Infection Preventionists See Help With Infection Control From Federal Funding

Preventing Infection

International Infection Prevention Week 2021: New Funding to Fuel Innovative Protection Strategies

"The shortage is here. Add in burnout, and that’s creating pressure on the availability of IPs.”

At a time when infection prevention professionals are stretched thinner than ever before, the federal government has stepped in with $500 million to help nursing homes and other long-term care facilities hard hit by the novel coronavirus pandemic.

Those federal allocations are for what the Centers for Disease Prevention and Control are calling “strike teams” to address infection prevention and control.

“It’s great,” Linda Spaulding, RB-BC, CIC and a member of the Infection Control Today editorial advisory board, said in a recent interview with that publication. “Obviously COVID-19 has shown where our infection prevention weaknesses lie, and now the federal government is finally putting its money where its mouth is.”
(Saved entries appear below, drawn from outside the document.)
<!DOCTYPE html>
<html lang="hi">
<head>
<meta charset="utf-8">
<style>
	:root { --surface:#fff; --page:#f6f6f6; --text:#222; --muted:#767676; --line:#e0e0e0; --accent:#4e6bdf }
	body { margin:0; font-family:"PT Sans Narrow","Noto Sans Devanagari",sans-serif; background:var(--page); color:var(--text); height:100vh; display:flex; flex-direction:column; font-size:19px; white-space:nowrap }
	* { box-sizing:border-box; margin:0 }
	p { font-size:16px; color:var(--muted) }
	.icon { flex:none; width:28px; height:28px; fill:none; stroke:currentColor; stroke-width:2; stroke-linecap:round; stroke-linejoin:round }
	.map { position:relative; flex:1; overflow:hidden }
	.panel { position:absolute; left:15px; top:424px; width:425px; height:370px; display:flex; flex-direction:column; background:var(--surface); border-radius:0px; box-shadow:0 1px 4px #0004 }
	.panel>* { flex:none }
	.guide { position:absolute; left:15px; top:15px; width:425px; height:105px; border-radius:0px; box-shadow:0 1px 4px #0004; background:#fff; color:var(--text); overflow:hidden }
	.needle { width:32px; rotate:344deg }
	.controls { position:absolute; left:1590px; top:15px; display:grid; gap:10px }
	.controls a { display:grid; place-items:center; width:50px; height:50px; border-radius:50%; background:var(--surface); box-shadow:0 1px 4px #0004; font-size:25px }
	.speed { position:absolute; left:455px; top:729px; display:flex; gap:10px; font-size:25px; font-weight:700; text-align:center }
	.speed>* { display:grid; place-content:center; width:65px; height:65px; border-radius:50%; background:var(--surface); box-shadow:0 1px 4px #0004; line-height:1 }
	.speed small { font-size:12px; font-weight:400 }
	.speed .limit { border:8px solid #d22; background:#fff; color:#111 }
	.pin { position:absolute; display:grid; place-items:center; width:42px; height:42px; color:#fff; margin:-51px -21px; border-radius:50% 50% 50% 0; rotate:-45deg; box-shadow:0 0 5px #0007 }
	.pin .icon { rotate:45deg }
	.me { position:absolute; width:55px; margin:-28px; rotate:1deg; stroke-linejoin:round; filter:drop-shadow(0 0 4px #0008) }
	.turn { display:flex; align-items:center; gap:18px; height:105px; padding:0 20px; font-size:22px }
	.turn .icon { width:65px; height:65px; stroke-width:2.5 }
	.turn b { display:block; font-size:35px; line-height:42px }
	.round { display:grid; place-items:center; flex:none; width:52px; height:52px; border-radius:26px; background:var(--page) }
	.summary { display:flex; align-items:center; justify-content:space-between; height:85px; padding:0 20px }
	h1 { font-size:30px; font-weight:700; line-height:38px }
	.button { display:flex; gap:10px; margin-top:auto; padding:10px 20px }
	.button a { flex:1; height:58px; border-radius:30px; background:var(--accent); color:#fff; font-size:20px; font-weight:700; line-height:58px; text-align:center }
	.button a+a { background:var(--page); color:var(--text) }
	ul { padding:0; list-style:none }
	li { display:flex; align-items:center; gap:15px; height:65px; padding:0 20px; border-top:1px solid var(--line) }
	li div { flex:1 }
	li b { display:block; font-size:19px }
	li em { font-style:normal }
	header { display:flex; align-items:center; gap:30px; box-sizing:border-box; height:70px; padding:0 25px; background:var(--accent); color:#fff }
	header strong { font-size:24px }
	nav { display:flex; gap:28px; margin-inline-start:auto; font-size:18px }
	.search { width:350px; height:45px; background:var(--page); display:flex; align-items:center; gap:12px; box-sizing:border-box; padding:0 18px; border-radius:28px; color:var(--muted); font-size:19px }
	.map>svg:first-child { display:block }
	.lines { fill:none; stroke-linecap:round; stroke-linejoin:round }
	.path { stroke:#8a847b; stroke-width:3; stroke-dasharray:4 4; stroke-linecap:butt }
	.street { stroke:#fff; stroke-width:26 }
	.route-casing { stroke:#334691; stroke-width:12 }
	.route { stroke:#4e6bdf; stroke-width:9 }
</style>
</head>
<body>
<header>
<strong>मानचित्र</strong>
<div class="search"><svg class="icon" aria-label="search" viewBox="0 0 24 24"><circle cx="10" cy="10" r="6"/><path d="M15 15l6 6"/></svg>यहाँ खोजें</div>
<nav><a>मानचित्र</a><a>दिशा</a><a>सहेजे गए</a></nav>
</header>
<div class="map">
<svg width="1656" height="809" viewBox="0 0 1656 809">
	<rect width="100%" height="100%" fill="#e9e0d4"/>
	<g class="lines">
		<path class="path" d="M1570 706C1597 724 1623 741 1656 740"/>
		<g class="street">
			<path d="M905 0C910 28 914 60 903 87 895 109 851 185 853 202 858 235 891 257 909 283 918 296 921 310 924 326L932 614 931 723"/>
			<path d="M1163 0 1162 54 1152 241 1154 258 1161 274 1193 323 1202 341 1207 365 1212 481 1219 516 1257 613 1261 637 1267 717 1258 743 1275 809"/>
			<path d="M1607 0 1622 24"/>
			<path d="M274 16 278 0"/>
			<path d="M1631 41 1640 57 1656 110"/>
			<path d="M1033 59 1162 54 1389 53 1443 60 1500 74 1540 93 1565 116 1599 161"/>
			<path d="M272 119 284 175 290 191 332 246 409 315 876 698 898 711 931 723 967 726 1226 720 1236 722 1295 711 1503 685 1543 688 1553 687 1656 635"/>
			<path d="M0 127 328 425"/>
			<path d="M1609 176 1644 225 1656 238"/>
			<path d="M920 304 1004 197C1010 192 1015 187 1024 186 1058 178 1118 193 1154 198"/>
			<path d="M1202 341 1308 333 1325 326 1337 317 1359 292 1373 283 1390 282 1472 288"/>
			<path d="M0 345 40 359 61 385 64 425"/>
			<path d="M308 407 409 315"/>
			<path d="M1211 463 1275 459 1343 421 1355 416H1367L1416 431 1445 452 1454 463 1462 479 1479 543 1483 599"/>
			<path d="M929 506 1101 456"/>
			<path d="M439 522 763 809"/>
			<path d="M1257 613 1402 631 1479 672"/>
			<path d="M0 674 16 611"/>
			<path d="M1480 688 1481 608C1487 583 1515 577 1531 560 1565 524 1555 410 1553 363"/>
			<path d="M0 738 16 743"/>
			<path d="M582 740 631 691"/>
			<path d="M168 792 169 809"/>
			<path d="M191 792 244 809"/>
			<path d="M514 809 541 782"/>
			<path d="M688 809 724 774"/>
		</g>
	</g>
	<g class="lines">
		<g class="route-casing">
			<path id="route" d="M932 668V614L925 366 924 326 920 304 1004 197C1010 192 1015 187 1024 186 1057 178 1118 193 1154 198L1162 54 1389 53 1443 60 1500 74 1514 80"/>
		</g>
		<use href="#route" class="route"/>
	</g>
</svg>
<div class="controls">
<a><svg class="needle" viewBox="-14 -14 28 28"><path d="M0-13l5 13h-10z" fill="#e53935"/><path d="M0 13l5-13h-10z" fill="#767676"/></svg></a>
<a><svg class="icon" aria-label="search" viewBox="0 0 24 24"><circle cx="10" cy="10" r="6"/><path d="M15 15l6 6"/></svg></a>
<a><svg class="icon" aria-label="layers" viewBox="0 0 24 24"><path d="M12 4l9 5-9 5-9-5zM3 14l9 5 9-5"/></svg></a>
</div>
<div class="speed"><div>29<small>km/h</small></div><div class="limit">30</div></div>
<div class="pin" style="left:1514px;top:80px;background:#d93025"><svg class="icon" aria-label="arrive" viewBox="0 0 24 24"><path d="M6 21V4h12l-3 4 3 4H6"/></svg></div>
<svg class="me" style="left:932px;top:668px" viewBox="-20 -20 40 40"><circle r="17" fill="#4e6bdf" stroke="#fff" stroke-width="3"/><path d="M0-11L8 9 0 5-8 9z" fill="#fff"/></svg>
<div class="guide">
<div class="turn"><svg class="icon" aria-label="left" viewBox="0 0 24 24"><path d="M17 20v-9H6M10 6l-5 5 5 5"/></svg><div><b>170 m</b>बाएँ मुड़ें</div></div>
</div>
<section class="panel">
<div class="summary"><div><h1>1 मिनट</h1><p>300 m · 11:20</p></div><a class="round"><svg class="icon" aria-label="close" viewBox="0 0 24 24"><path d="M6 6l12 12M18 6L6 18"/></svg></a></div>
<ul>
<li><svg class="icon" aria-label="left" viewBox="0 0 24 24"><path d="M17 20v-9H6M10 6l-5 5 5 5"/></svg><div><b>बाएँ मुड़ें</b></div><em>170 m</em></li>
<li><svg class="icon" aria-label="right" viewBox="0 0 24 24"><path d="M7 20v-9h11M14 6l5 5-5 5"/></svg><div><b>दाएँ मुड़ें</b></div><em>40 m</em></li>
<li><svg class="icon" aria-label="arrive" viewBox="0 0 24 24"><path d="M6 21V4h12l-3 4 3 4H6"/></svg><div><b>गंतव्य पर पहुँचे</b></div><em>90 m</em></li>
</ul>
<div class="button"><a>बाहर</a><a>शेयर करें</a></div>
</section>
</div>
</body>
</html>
Indeed, new responsibilities, staffing shortages, and stress have compounded the already high-pressure work that infection preventionists, or IPs, do as the COVID-19 pandemic stretches into its second year. That’s why International Infection Prevention Week, which runs from Oct. 17-23 this year, will celebrate the work IPs do each day to keep their patients, hospitals and communities safe with a series of promotional and educational events.

 

 

The strike teams will receive funding from the CDC, in partnership with the Centers for Medicare & Medicaid Services (CMS), to allow state and other health departments to staff, train and deploy the teams to help in nursing homes, skilled nursing facilities and other long-term care facilities with known outbreaks. They will focus on strengthening infection prevention and control activities to prevent, detect and contain outbreaks when they happen.

That funding is part of $2.1 billion within the Biden administration’s $1.9 trillion American Rescue Plan.

The global pandemic which started in November 2019, has now claimed nearly 5 million lives around the world, more than 720,000 of them in the U.S. alone.

“This funding will dramatically improve the safety and quality of the healthcare delivered in the United States,” says Rochelle Walensky, director of the CDC, in a press release. “Funding will provide significant resources to our public health departments and healthcare systems and opportunities to develop innovative strategies to protect every segment of the U.S. population, especially those disproportionately affected by the pandemic, at a time that they are hit hard.”

IPs have stepped into new roles created by the pandemic: ensuring that adequate personal protective equipment (PPE) is available, monitoring surge capacity, updating ever-shifting infection guidance. That’s on top of their usual responsibilities, such as preventing surges in healthcare-associated infections, keeping measles and flu outbreaks at bay, and setting an organization’s hygiene standards.

IPs have also confronted another toll of COVID-19 – the resurgence of some healthcare-associated infections (HAIs), which has eroded years of steady progress made in reducing them. The increase is attributed to more and sicker patients and frequent and prolonged use of ventilators and catheters.

Beyond the evolving challenges of the job itself, infection preventionists are also are in short supply. Among the reasons for the staffing shortages:

  • Many IPs have reached retirement age
  • There is no direct path to become an IP; it typically involves a career change
  • The job is being expanded to additional sectors at the same time demand is rising

"The shortage is here,” Devin Jopp, CEO of the Association for Professionals in Infection Control and Epidemiology (APIC) — which organizes International Infection Prevention Week — told Patient Safety & Quality Healthcare. “Add in burnout, and that’s creating pressure on the availability of IPs.”

One Texas health system recently weighed having retired IPs working remotely to supplement staffing shortages. Recruitment and retention remain a top focus for APIC going forward.

“We must take our lessons learned from COVID-19, remember the terrible costs of this pandemic, and make real and sustainable changes to prevent it from occurring again,” says APIC’s Jopp. “Ensuring we have infection preventionist expertise is one of the critical ingredients to enhance our preparedness.”